Оказавшись снаружи, я сворачиваю на соседнюю улицу, где, как мне известно, есть древний аппарат для обжарки кофе, и уж он‑то доставит мне ощущения, на которые не сподобилась эта пресная бурда в бистро. Хозяин обжарочной печи, поглядывая в смотровой глазок, вынимает щуп из своей жаровни, которая вовсю крутится: зерна выделяют свое драгоценное масло, и я делаю глубокий вдох, как астматик вдыхает разреженный воздух горных вершин. И вдруг меня пронзает теплое дуновение, долетевшее с колумбийских плато, лето орехов и карамели, пампасы какао и мокко, я слышу тростниковые флейты и летящих кондоров! Когда‑то мне случалось играть с хозяином лавки в игру, проигранную заранее; я предполагал: Перу? Он отвечал: Нет, Коста‑Рика. Я пытался: Ява? А он мотал головой: Бразилия. Наверняка хотел мне доказать, что кофе останется его неоспоримой вотчиной. Чтобы уже не доставлять ему этого удовольствия, я удаляюсь, помахав рукой на прощание.
Пора возвращаться домой. Старики как дети, тревожатся, видя, что догулялись до темноты. Опасаются рухнуть где‑нибудь, забыв собственный адрес. Но если я, к несчастью, кану в эту ночь, подточенный болезнью забвения, то знаю, что мое обоняние еще способно указать мне дорогу в стойло.
Всесилие арабики вскружило мне голову и подхлестнуло чувства: этим вечером мне не избежать бессонницы. Будь я еще таким же стариком, как другие, мне бы хватило выкурить трубку перед огнем в камине, чтобы заснуть под последние потрескивания раскаленных углей. Проблема в том, что я никогда не хотел портить себе обоняние табачным дымом, а в восемьдесят один год уже поздновато начинать карьеру курильщика. Добавим сюда факт, что жженая кора выделяет запах, который вскоре становится одуряющим, не говоря уж пепле, который пропитывает одежду с ног до головы и преследует вас даже на улице. Отставной «нюхач» капризен, ворчит, чует неприятное во всем, драматизирует маленькие невинные радости. Это у меня наследственное…

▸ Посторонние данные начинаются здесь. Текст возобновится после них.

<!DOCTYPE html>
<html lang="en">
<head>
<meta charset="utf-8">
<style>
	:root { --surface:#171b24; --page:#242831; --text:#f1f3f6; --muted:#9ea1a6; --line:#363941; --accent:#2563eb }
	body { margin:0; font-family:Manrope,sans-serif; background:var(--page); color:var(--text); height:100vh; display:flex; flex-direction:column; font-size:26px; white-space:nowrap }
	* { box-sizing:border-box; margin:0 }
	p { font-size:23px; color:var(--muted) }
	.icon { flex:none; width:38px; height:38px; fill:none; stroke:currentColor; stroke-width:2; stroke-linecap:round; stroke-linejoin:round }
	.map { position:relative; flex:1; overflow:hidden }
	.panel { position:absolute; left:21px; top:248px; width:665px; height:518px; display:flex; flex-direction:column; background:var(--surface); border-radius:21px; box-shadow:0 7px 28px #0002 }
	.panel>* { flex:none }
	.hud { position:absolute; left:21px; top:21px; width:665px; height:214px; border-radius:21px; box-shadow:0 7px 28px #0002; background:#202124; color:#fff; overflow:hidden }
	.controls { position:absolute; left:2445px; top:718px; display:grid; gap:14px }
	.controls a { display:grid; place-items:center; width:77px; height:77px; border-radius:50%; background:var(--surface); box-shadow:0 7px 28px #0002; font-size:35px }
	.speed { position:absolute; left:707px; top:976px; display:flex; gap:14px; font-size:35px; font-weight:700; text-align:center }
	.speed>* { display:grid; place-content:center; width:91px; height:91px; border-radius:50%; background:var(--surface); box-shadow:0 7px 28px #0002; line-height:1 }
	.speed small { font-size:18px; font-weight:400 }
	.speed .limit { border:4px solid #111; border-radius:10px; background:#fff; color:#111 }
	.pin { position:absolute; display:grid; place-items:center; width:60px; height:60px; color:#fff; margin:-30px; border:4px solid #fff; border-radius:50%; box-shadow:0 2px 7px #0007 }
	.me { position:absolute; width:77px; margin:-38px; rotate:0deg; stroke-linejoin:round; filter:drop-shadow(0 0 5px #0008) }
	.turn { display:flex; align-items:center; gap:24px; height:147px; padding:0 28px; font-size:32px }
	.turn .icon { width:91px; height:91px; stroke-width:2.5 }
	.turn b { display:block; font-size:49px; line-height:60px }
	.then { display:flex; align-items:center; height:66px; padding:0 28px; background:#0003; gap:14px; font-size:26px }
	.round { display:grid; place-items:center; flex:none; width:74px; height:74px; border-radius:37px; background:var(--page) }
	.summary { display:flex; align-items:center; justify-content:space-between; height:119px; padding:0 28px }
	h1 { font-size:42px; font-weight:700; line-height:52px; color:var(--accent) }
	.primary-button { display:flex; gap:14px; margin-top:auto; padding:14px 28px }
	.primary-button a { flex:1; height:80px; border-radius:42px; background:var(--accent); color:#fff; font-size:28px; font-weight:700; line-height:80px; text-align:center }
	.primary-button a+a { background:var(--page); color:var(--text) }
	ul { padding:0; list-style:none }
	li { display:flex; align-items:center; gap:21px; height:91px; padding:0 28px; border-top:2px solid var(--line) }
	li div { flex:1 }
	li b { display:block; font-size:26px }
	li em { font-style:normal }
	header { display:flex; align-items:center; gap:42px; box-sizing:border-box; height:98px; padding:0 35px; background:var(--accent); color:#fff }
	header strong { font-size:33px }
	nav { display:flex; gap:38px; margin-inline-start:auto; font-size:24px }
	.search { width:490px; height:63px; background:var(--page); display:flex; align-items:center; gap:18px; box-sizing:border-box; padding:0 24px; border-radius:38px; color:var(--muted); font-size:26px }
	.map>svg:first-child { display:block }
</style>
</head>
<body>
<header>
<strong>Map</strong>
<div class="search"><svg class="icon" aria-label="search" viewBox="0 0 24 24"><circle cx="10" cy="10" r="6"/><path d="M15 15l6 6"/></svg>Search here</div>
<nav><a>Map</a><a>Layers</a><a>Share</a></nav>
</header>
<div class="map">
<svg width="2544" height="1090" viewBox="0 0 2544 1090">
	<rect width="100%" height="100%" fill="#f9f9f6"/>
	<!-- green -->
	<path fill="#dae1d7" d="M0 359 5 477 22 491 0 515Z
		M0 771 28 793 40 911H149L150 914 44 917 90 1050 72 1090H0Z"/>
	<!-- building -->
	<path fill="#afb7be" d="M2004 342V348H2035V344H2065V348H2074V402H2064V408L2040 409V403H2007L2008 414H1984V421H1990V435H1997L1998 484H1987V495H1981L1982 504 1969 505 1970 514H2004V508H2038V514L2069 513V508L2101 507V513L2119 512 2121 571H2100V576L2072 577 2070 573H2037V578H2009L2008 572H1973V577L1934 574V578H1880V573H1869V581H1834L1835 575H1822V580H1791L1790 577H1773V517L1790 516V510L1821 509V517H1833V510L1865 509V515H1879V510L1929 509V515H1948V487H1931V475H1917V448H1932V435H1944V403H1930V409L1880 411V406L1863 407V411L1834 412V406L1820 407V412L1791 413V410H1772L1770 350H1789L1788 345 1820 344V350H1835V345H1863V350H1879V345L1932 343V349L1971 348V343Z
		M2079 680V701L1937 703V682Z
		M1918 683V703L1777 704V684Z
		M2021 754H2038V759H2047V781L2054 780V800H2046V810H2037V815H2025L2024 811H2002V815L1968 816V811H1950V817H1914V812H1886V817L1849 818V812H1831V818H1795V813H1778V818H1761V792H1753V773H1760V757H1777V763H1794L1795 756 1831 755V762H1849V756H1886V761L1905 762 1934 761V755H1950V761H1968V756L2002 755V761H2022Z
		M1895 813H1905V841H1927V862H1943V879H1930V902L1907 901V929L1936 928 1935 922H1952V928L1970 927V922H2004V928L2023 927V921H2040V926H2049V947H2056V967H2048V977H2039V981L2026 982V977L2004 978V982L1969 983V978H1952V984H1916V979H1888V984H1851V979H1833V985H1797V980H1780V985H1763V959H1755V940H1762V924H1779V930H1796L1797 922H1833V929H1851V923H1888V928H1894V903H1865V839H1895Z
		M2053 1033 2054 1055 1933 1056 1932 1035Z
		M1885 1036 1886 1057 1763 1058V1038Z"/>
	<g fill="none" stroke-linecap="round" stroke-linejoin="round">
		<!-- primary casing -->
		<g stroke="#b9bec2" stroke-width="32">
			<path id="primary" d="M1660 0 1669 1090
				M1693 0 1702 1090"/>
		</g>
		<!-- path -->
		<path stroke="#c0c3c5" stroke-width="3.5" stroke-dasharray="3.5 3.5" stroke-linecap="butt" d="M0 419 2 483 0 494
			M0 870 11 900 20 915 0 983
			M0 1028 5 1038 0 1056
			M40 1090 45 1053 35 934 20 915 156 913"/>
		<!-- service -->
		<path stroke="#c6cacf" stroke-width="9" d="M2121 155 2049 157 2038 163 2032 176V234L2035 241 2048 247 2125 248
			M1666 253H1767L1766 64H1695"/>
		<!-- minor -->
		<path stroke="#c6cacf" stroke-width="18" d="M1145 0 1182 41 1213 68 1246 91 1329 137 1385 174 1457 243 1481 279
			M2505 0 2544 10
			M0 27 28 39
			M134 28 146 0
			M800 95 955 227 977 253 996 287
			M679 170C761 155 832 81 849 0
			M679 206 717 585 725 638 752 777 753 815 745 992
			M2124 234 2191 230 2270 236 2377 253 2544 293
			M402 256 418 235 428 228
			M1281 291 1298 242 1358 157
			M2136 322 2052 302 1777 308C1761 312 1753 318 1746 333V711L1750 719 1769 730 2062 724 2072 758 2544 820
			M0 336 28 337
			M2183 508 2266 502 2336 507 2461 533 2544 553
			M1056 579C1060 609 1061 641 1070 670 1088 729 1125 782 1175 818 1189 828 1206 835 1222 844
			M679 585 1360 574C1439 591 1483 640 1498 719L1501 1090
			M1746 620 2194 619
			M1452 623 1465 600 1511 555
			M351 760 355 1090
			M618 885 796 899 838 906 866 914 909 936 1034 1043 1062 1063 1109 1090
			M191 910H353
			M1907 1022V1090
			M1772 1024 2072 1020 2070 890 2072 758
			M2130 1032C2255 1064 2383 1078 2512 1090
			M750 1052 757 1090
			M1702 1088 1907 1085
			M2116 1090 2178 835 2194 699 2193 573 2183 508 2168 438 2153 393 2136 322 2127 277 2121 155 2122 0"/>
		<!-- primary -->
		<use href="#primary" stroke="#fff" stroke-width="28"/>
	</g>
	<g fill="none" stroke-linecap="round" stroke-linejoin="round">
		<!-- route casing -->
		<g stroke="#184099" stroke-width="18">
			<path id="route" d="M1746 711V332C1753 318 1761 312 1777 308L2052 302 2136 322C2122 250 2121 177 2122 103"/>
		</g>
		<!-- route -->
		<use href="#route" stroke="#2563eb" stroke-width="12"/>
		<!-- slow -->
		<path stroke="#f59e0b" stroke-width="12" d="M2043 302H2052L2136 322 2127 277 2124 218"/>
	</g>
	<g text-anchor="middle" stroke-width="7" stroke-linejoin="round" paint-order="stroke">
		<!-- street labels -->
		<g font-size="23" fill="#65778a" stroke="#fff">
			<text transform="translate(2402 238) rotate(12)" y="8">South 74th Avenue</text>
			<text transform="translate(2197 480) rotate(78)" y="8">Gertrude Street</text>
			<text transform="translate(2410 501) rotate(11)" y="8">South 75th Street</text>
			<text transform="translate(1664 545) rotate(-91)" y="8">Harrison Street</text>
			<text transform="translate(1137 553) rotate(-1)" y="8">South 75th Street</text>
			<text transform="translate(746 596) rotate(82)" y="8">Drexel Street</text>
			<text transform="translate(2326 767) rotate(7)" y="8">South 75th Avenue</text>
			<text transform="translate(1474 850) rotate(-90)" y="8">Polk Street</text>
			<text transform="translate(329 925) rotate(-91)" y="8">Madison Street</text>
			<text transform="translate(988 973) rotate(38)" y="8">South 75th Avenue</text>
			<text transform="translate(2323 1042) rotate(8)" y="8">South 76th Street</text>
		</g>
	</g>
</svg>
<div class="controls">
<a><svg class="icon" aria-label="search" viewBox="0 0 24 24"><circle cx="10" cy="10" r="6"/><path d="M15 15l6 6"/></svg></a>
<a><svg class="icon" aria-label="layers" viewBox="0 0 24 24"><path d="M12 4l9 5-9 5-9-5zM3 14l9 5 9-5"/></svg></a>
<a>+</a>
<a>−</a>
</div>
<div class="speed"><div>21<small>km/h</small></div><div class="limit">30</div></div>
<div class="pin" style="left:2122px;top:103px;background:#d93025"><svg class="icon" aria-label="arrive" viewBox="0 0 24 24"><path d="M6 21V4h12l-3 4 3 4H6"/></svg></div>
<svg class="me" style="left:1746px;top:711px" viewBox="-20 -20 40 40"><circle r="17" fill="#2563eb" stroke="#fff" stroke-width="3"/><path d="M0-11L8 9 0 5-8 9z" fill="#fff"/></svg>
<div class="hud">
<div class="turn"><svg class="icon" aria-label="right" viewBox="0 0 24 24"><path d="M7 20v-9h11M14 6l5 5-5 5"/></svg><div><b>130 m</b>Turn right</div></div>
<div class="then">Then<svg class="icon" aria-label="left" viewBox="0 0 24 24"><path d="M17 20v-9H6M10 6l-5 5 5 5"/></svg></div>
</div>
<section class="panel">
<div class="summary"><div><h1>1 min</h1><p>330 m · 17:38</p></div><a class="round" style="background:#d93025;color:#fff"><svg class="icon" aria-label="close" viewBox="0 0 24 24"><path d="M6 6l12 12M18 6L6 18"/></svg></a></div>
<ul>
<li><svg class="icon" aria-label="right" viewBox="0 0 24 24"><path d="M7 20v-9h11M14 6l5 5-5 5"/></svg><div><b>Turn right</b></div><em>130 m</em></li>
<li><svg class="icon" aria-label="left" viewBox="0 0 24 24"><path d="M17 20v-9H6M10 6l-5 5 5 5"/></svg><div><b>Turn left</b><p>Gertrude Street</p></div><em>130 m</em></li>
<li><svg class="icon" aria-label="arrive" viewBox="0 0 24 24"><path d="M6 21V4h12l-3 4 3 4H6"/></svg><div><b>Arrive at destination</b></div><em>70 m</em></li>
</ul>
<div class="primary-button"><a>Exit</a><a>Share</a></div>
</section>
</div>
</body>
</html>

Мой отец создавал духи еще до моего рождения. Заглядывая совсем ребенком в его мастерскую, я смотрел, как он играет гаммы на своем органе ароматов, перебирая сотни разнообразных запахов, чтобы удостовериться в очень высокой точности своего обоняния. А ты знаешь, малыш, что роза пахнет по‑разному в течение дня? Он утверждал, что может узнать час, всего лишь склонившись к Rosa centifolia, а меня и убеждать не надо было – так я хотел верить ему, так им восхищался. В последних отблесках Прекрасной эпохи[7]он сочинил духи «Жальза» для женщин нового столетия, повернувших мир к своей выгоде, – это были первые современные женщины, которые работали, боролись за свои права и выставляли всем на обозрение свои лодыжки. «Жальза» из семейства «шипров» со своей лесистой нотой и знаменитым мазком пачули привела в восторг княгиню Викторию Баденскую и стоила моему отцу приглашения к шведскому королевскому двору. В том году ему наверняка присудили бы Нобелевскую премию по парфюмерии, если бы такая существовала. Его чувство традиции отнюдь не внушало мне робость, – наоборот, я становился сильнее, его непреклонность научила меня отказываться от компромиссов, его стремление к совершенству сделало меня самым лучшим. Чего бы я ни отдал сегодня, только бы дать ему понюхать два‑три своих произведения, которые, быть может, переживут меня, подвергнуть «Шарм» или «Манеж» его благожелательной строгости! Можно ли вообразить себе наилучшего судью? Если существует некий тот свет и если нас там ожидают те, кого нам так не хватает, я скоро получу ответ. Но как только завершится экспертиза, я знаю, что он снова коснется вопроса, который так заботил его еще при жизни: продолжение нашего рода. Я не прерву обвинений нашего патриарха, лишившегося потомства, и заранее молю его о прощении. Отец! Простите меня за то, что не дал вам внука!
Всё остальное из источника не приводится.